- _Work required_
Work out how many lines in the data below contain "family", and state that count with nothing added.

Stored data
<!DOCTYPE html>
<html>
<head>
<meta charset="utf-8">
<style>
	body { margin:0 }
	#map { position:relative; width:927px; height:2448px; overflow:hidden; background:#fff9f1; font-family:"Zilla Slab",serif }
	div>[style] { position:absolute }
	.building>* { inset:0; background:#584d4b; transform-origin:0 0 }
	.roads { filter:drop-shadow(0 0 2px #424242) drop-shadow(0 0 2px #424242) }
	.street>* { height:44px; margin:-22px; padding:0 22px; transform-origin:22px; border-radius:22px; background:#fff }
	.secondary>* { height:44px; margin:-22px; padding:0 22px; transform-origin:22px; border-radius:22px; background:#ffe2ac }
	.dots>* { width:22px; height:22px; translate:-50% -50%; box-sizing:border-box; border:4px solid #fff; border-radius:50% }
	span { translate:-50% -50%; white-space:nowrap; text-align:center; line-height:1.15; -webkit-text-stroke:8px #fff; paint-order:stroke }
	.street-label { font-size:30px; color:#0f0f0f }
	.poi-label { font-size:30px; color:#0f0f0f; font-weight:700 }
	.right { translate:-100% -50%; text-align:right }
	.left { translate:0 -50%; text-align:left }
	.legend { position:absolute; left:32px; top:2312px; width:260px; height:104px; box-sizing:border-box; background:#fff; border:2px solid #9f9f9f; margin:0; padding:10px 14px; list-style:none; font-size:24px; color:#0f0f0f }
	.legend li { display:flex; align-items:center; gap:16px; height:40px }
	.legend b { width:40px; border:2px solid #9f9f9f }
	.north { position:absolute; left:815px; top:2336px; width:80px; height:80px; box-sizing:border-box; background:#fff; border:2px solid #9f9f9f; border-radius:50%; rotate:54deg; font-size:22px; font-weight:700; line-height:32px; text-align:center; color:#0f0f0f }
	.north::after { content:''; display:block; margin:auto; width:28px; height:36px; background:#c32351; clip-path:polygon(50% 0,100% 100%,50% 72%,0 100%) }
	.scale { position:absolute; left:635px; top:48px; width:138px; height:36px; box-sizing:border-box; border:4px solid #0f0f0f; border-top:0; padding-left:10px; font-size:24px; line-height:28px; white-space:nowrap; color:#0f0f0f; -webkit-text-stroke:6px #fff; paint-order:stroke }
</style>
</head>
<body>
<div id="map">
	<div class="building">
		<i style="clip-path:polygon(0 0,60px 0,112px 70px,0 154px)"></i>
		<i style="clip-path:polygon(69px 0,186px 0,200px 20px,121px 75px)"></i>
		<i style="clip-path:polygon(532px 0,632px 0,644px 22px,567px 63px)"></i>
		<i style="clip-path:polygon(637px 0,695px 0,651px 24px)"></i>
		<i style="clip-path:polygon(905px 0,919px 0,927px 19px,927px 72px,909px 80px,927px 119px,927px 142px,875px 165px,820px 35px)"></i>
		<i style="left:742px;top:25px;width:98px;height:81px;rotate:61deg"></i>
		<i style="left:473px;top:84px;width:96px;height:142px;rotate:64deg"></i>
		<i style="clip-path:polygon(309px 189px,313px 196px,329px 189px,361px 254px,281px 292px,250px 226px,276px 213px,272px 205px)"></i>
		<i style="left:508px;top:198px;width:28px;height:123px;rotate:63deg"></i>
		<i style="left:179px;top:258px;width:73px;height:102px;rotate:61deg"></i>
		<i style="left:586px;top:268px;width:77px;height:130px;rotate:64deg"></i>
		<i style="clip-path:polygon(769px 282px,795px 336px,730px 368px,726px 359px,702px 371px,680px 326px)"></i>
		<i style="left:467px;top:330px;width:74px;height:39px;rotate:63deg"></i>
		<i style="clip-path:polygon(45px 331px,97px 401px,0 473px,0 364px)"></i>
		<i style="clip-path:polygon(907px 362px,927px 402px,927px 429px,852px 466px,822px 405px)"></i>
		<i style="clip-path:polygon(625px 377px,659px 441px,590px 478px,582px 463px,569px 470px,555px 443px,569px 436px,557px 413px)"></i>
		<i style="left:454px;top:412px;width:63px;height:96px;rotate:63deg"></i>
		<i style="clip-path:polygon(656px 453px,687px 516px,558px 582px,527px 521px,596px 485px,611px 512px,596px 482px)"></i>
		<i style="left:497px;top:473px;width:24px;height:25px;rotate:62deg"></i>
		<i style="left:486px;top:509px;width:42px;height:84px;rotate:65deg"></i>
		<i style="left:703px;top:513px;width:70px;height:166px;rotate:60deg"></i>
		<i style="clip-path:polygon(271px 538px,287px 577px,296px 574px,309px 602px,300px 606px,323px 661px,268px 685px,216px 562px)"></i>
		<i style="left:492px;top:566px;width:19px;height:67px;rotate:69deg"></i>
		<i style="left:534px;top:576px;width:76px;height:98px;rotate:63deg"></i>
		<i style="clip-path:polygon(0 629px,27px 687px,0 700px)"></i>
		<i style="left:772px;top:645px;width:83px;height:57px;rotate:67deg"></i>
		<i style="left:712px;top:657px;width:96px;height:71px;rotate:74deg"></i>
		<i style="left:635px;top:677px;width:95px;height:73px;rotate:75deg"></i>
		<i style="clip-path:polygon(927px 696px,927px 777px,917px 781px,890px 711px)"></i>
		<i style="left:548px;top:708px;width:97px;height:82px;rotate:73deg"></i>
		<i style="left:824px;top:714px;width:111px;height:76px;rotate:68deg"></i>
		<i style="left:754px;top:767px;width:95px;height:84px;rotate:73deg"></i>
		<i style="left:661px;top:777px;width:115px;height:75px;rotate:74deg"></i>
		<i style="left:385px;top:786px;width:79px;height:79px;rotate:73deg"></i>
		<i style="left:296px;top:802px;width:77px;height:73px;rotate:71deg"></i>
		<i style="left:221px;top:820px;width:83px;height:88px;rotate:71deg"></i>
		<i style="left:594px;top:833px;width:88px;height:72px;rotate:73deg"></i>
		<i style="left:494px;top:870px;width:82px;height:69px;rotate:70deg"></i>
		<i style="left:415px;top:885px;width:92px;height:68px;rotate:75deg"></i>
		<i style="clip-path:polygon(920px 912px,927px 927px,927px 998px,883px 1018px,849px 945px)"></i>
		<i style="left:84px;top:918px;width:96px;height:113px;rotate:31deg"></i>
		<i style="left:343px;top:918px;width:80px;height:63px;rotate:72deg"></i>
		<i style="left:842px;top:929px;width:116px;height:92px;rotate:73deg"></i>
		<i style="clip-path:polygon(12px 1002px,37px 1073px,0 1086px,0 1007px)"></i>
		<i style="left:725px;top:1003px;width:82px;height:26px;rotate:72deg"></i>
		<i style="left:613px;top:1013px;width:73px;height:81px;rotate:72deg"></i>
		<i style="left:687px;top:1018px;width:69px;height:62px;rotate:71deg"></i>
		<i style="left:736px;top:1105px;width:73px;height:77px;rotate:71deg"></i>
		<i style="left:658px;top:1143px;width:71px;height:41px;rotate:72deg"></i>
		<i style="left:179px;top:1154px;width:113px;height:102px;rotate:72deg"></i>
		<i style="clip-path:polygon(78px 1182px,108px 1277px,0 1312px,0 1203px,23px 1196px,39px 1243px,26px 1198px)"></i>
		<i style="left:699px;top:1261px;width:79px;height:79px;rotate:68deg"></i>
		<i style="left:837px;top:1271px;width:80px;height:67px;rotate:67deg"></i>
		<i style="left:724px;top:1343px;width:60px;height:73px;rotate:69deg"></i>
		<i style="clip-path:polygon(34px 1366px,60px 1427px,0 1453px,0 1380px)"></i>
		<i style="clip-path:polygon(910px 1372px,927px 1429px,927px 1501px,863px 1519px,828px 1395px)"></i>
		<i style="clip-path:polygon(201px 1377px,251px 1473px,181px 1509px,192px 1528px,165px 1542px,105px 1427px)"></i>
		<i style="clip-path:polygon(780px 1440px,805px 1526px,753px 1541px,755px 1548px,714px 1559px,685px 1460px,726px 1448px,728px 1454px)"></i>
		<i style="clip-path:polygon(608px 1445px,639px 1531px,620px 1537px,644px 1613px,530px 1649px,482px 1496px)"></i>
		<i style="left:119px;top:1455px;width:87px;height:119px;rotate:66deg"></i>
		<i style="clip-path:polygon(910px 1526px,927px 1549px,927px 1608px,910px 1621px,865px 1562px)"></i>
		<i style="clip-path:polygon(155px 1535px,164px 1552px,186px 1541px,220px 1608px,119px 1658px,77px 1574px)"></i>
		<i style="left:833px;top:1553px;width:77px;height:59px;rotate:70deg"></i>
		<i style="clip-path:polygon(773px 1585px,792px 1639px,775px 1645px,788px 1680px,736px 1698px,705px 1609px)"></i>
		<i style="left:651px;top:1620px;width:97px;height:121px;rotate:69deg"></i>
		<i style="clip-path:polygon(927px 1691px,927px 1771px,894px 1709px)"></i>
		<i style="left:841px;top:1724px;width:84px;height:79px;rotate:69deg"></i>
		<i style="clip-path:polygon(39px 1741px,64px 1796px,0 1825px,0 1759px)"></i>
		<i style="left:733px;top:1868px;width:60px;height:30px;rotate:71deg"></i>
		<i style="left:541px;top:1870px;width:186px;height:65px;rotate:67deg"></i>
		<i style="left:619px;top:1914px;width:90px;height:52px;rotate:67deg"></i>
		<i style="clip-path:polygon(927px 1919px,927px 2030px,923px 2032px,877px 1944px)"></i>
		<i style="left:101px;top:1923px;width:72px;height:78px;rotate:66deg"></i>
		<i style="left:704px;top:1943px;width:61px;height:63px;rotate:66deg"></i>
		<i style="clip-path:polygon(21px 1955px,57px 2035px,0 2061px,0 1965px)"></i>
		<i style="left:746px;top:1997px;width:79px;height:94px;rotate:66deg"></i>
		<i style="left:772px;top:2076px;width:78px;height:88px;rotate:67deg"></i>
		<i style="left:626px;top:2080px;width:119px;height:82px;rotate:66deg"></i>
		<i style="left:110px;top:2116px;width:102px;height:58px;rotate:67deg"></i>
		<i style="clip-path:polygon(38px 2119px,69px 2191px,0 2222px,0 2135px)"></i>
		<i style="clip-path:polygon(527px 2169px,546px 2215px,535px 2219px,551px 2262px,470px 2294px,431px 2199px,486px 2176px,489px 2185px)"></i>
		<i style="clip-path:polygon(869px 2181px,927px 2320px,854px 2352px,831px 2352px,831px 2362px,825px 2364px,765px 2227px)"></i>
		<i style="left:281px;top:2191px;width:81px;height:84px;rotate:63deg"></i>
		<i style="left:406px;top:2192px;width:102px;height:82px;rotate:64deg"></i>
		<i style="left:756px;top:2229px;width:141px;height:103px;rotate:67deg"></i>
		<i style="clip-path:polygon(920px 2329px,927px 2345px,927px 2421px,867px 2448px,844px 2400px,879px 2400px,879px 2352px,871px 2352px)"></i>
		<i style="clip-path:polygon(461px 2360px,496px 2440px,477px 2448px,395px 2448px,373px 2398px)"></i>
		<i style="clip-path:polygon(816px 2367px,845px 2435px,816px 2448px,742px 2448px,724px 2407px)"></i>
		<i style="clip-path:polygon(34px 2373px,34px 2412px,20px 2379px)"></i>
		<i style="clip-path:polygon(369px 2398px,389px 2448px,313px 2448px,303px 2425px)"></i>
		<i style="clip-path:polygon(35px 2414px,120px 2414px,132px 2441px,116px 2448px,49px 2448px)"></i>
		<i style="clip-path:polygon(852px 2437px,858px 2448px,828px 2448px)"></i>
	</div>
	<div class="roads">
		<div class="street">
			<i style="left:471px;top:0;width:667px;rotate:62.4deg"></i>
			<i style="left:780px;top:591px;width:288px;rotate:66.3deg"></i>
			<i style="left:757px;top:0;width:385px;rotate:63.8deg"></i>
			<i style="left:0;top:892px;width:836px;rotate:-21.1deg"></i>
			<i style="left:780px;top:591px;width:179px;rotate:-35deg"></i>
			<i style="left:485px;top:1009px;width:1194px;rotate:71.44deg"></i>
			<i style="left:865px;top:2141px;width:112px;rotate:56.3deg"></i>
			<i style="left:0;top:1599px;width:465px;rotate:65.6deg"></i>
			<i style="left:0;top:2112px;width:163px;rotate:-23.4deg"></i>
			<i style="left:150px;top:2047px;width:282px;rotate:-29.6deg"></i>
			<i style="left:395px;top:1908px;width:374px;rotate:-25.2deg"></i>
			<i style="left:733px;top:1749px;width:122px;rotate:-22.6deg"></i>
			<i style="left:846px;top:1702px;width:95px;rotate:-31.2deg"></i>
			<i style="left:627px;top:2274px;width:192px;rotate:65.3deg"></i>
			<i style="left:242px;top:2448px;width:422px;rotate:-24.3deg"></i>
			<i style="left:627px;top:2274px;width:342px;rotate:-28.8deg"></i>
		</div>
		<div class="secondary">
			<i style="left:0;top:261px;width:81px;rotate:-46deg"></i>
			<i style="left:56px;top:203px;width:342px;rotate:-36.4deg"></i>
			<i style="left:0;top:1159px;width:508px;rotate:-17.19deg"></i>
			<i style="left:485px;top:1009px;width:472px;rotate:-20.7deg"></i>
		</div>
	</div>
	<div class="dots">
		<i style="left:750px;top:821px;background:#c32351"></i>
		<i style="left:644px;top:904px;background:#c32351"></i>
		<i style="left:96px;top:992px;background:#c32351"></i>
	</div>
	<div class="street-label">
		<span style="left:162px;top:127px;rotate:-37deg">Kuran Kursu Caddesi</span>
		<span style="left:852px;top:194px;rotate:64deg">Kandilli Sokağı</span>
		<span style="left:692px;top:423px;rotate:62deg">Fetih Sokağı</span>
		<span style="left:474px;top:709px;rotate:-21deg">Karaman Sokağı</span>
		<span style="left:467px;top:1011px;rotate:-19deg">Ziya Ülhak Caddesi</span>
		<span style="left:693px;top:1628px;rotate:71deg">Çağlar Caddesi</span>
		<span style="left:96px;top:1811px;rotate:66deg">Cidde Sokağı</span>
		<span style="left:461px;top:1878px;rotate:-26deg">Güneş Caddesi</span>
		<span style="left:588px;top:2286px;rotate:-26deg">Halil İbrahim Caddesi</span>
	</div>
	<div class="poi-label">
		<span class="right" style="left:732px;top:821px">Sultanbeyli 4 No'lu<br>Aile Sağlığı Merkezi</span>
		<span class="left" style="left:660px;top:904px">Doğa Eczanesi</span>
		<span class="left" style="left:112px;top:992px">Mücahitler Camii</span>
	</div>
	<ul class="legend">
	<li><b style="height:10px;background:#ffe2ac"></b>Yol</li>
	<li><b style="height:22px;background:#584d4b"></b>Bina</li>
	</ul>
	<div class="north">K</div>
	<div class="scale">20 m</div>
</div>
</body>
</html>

---

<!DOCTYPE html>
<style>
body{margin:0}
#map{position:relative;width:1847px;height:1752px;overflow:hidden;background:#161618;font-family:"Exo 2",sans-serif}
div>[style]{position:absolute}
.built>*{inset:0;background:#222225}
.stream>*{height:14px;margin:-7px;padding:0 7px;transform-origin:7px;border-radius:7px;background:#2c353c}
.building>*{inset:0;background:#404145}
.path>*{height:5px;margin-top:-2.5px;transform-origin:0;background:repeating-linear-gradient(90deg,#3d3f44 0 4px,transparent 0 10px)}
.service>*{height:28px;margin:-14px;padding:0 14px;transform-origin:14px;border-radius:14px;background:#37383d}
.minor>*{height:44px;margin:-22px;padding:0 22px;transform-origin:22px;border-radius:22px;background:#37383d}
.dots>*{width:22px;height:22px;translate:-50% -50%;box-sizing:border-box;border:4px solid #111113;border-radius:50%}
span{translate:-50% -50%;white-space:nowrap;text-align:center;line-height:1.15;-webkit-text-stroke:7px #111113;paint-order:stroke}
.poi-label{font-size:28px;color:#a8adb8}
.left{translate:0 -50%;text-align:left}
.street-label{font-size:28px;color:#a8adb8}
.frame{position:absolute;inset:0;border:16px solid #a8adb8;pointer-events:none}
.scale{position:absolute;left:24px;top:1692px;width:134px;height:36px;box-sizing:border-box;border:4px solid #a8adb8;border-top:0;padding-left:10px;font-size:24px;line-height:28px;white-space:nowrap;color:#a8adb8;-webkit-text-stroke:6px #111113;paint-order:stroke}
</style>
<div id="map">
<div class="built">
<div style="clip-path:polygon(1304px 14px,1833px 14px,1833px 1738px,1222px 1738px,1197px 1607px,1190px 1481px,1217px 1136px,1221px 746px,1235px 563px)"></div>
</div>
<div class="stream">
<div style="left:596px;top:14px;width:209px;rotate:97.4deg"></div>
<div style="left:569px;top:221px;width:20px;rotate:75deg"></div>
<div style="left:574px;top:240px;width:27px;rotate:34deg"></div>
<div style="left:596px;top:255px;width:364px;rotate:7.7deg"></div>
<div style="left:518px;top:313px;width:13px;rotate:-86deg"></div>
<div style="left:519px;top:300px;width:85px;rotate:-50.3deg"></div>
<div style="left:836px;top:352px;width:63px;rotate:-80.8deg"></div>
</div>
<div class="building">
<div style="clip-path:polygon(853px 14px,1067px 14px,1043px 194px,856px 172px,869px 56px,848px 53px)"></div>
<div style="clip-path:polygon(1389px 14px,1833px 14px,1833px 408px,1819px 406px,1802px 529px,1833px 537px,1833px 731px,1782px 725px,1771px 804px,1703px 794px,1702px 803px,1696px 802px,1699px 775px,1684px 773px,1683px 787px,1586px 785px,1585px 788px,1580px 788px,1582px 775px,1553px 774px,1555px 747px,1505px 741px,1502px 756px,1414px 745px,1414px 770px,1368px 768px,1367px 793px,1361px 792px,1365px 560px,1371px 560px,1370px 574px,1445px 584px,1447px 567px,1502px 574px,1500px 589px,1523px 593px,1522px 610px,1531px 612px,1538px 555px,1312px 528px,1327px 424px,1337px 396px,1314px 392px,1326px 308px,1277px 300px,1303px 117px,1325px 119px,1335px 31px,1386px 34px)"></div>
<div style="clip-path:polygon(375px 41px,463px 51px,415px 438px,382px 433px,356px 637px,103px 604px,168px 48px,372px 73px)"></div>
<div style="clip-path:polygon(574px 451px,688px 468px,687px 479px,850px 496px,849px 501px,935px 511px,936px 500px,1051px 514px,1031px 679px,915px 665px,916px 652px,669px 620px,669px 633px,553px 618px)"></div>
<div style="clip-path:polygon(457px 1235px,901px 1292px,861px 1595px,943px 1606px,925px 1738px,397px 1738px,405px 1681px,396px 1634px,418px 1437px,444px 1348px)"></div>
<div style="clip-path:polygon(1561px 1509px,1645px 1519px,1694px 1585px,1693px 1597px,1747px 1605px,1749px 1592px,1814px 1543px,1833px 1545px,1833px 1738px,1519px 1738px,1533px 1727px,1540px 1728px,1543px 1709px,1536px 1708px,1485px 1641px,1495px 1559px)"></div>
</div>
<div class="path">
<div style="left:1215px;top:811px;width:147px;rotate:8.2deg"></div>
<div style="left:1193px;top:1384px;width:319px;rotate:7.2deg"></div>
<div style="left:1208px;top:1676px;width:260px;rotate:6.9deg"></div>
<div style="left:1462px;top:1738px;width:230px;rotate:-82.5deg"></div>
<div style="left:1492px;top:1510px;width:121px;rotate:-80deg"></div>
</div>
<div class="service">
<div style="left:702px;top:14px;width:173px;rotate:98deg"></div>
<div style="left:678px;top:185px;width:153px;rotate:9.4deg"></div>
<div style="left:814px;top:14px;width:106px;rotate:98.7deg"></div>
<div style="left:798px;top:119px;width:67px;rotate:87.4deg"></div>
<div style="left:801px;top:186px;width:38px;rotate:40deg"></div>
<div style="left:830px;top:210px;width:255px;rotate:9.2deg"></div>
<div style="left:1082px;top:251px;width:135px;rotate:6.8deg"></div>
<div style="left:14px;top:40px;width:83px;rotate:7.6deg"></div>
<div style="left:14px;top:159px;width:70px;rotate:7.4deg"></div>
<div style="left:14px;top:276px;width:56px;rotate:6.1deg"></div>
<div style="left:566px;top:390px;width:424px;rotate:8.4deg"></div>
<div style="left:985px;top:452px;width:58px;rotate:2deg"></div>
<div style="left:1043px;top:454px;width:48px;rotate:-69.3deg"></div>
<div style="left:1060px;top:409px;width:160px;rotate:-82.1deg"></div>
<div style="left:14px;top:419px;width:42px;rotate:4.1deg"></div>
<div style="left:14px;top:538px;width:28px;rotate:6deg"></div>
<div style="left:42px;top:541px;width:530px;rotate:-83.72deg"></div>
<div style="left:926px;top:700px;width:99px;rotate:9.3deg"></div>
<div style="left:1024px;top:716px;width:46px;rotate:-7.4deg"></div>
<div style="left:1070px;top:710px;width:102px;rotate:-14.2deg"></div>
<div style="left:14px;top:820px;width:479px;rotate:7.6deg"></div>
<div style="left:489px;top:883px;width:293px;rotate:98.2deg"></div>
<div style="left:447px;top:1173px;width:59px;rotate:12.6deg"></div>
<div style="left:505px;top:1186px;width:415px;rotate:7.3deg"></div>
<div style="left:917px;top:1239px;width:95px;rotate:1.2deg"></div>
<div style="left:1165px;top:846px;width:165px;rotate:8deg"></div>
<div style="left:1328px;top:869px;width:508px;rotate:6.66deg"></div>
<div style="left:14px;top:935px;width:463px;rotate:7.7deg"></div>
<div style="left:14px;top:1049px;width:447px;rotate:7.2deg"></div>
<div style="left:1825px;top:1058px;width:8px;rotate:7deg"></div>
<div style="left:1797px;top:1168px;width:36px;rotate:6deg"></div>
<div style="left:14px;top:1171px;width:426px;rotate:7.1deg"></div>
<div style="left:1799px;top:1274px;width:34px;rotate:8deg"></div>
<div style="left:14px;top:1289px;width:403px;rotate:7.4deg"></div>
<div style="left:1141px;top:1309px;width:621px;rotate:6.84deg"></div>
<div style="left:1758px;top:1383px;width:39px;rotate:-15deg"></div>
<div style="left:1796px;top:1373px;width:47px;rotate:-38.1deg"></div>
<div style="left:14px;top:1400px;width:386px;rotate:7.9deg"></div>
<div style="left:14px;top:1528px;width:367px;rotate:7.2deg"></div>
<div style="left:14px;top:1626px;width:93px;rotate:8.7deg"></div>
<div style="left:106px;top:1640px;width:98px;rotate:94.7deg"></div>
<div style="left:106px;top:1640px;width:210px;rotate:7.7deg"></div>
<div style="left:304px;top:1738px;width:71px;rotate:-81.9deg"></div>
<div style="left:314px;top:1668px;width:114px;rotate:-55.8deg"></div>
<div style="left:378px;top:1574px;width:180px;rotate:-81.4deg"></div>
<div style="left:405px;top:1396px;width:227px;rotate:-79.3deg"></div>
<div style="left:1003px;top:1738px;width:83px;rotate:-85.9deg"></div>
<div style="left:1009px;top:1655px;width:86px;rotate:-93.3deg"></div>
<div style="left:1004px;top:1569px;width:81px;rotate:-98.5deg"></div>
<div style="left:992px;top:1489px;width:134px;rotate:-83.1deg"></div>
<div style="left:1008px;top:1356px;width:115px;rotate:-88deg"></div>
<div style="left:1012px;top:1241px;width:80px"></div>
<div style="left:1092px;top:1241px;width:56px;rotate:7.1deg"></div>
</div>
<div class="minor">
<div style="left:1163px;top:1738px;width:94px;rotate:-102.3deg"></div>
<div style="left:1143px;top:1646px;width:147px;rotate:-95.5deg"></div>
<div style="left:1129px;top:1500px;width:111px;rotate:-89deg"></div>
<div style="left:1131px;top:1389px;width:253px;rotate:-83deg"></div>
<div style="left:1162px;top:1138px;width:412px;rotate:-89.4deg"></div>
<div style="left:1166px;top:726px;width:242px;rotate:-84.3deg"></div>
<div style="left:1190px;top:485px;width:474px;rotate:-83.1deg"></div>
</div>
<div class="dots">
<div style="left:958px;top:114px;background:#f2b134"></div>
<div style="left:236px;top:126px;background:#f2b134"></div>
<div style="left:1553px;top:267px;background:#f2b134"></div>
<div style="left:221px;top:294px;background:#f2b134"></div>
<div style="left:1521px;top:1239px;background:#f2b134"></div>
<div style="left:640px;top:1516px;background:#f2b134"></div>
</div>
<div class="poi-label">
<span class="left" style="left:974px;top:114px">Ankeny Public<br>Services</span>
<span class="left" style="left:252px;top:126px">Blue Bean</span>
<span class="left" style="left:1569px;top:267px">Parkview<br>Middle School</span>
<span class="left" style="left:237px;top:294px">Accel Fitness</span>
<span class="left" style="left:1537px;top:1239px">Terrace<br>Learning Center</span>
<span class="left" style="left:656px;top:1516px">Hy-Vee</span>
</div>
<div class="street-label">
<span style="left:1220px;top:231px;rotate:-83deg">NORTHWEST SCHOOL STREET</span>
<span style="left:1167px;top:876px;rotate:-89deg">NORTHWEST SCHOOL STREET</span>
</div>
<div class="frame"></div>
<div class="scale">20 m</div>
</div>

- _Task result_
2